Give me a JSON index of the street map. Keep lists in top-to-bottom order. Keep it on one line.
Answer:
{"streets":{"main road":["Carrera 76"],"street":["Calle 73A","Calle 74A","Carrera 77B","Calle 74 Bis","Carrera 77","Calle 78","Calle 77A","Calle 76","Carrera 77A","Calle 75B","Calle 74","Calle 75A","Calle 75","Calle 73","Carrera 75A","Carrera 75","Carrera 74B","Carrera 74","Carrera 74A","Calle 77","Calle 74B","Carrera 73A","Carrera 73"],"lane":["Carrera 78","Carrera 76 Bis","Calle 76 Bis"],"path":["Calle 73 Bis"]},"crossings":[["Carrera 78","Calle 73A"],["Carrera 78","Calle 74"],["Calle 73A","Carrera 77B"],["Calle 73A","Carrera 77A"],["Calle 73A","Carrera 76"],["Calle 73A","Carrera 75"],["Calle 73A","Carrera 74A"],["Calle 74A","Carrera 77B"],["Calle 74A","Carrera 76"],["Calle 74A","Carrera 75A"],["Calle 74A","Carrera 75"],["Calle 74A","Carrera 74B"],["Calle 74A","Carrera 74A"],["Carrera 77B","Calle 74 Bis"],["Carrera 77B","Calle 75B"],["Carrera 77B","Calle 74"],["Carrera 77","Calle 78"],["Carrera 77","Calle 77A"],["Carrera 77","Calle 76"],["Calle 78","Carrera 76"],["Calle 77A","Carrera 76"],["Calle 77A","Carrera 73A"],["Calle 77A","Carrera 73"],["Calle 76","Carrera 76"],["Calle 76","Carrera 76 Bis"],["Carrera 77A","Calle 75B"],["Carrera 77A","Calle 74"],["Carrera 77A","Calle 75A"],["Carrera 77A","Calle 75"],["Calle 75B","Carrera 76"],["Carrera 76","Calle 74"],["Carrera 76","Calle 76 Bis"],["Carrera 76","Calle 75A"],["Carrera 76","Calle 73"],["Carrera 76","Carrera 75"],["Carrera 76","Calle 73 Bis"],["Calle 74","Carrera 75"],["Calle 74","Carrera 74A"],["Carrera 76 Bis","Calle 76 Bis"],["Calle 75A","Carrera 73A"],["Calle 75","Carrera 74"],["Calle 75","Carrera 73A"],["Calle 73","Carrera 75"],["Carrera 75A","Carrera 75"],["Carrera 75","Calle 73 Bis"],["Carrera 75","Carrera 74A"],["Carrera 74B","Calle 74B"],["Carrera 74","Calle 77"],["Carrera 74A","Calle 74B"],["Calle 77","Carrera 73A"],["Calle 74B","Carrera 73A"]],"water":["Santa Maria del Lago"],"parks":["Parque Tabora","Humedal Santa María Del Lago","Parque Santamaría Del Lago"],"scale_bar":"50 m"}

------------------------------------------------------------------------

# Exercise objective
Please repeat the data in full so that nothing differs from the original.

# Answer to this task
Give me a JSON index of the street map. Keep lists in top-to-bottom order. Keep it on one line.
Answer:
{"streets":{"main road":["Carrera 76"],"street":["Calle 73A","Calle 74A","Carrera 77B","Calle 74 Bis","Carrera 77","Calle 78","Calle 77A","Calle 76","Carrera 77A","Calle 75B","Calle 74","Calle 75A","Calle 75","Calle 73","Carrera 75A","Carrera 75","Carrera 74B","Carrera 74","Carrera 74A","Calle 77","Calle 74B","Carrera 73A","Carrera 73"],"lane":["Carrera 78","Carrera 76 Bis","Calle 76 Bis"],"path":["Calle 73 Bis"]},"crossings":[["Carrera 78","Calle 73A"],["Carrera 78","Calle 74"],["Calle 73A","Carrera 77B"],["Calle 73A","Carrera 77A"],["Calle 73A","Carrera 76"],["Calle 73A","Carrera 75"],["Calle 73A","Carrera 74A"],["Calle 74A","Carrera 77B"],["Calle 74A","Carrera 76"],["Calle 74A","Carrera 75A"],["Calle 74A","Carrera 75"],["Calle 74A","Carrera 74B"],["Calle 74A","Carrera 74A"],["Carrera 77B","Calle 74 Bis"],["Carrera 77B","Calle 75B"],["Carrera 77B","Calle 74"],["Carrera 77","Calle 78"],["Carrera 77","Calle 77A"],["Carrera 77","Calle 76"],["Calle 78","Carrera 76"],["Calle 77A","Carrera 76"],["Calle 77A","Carrera 73A"],["Calle 77A","Carrera 73"],["Calle 76","Carrera 76"],["Calle 76","Carrera 76 Bis"],["Carrera 77A","Calle 75B"],["Carrera 77A","Calle 74"],["Carrera 77A","Calle 75A"],["Carrera 77A","Calle 75"],["Calle 75B","Carrera 76"],["Carrera 76","Calle 74"],["Carrera 76","Calle 76 Bis"],["Carrera 76","Calle 75A"],["Carrera 76","Calle 73"],["Carrera 76","Carrera 75"],["Carrera 76","Calle 73 Bis"],["Calle 74","Carrera 75"],["Calle 74","Carrera 74A"],["Carrera 76 Bis","Calle 76 Bis"],["Calle 75A","Carrera 73A"],["Calle 75","Carrera 74"],["Calle 75","Carrera 73A"],["Calle 73","Carrera 75"],["Carrera 75A","Carrera 75"],["Carrera 75","Calle 73 Bis"],["Carrera 75","Carrera 74A"],["Carrera 74B","Calle 74B"],["Carrera 74","Calle 77"],["Carrera 74A","Calle 74B"],["Calle 77","Carrera 73A"],["Calle 74B","Carrera 73A"]],"water":["Santa Maria del Lago"],"parks":["Parque Tabora","Humedal Santa María Del Lago","Parque Santamaría Del Lago"],"scale_bar":"50 m"}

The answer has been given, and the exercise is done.